A strong earthquake struck Monday in Indonesia’s Banda Sea, but authorities said there is no tsunami threat.
The U.S. Geological Survey said the magnitude 7.3 quake was centered 208 kilometers (129 miles) below the earth’s surface. It was felt in parts of Indonesia and in East Timor’s capital Dili but there were no reports of damage.
Indonesia’s geophysics agency said the deep quake didn’t cause a tsunami.
The Banda Sea quake was recorded minutes after a 6.1 tremblor in a thinly populated area 233 kilometers (144 miles) west of Papua province’s Abepura town, at a depth of 20 kilometers (12 miles).
Rahmat Triyono, Indonesia’s head of earthquake and tsunami center, said the Papua quake was followed by several smaller aftershocks, but there is no immediate report of major damage or injuries.
The large quake was felt across Australia’s most northern city, Darwin, where many people evacuated high-rise buildings.
Office workers were seen throughout Darwin outside buildings after the quake rattled the city for around five minutes.
One worker, who gave her name only as Robyn, said no alarm had gone off but workers had decided to get out of her building anyway.

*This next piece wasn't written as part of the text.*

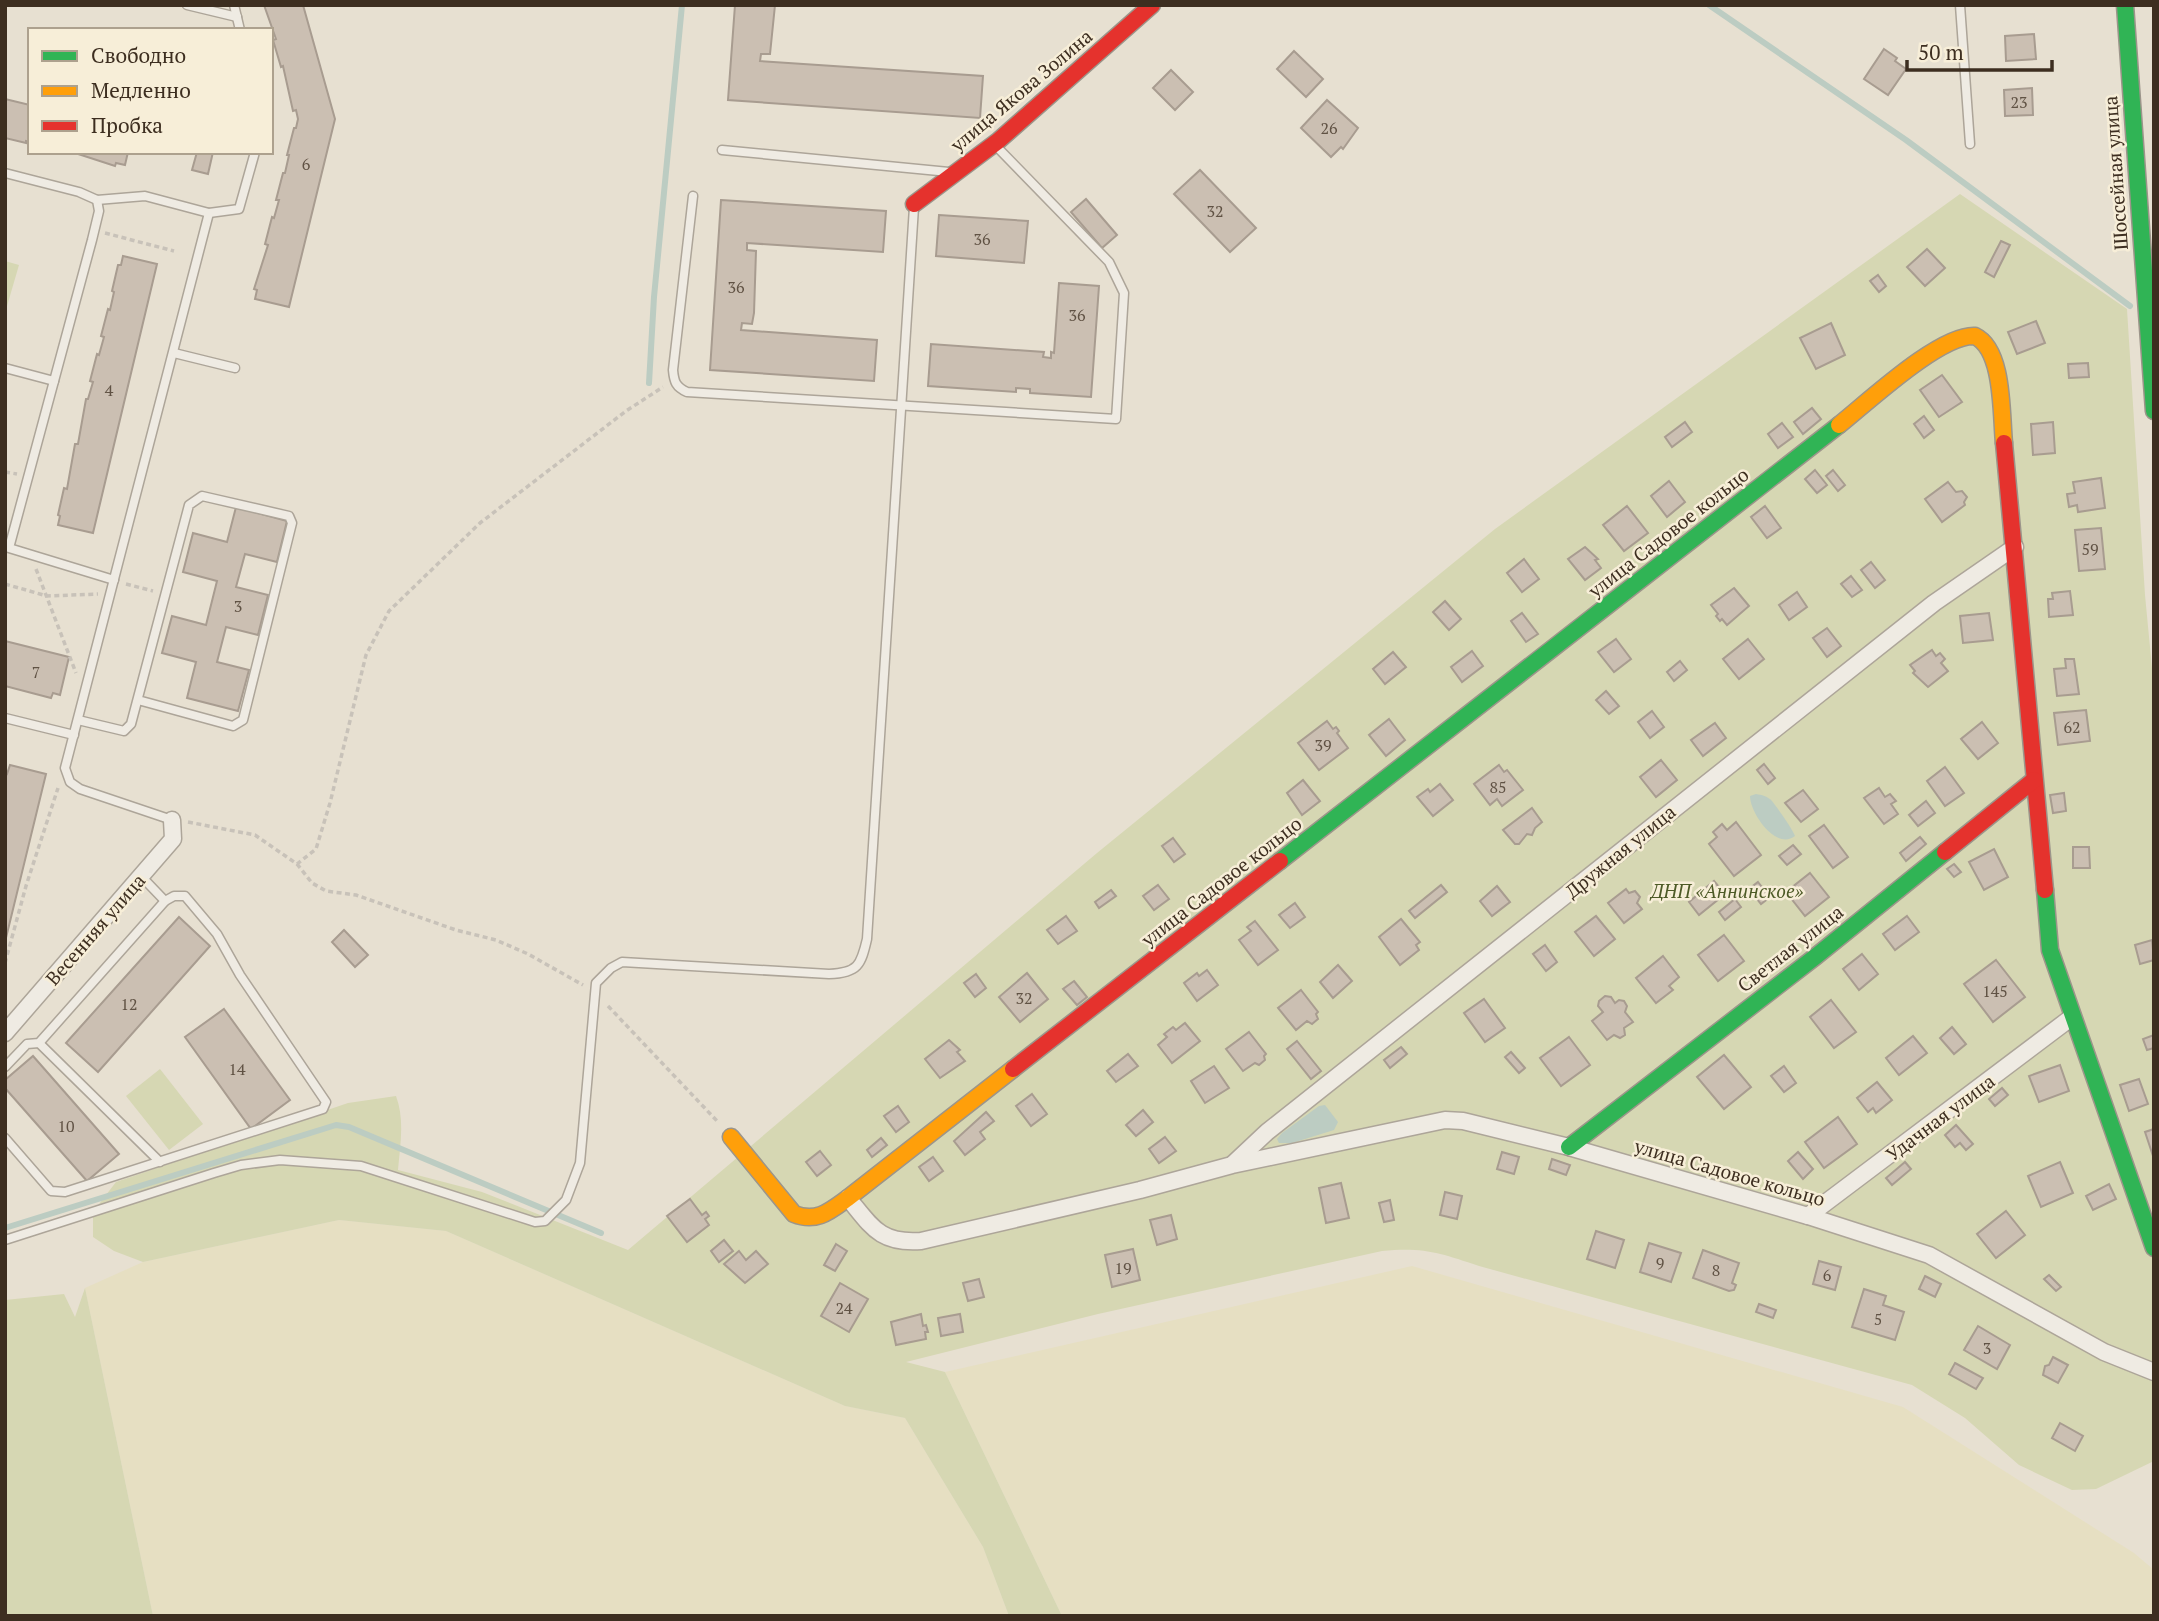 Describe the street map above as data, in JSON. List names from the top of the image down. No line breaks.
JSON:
{"streets":{"street":["улица Якова Золина","Шоссейная улица","улица Садовое кольцо","Дружная улица","Весенняя улица","Светлая улица","Удачная улица"]},"crossings":[["улица Садовое кольцо","Дружная улица"],["улица Садовое кольцо","Светлая улица"],["улица Садовое кольцо","Удачная улица"]],"parks":["ДНП «Аннинское»"],"house_numbers":["23","26","6","32","36","36","36","4","59","3","7","62","39","85","145","32","12","14","10","9","19","8","6","24","5","3"],"legend":["Свободно","Медленно","Пробка"],"scale_bar":"50 m"}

She said it was the strongest quake she had ever felt in Darwin.
There was no damage or injuries reported in Darwin.
Indonesia is prone to earthquakes and volcanic eruptions due to its location along the Pacific “Ring of Fire.” A powerful Indian Ocean quake and tsunami in 2004 killed a total of 230,000 people in a dozen countries, most of them in Indonesia.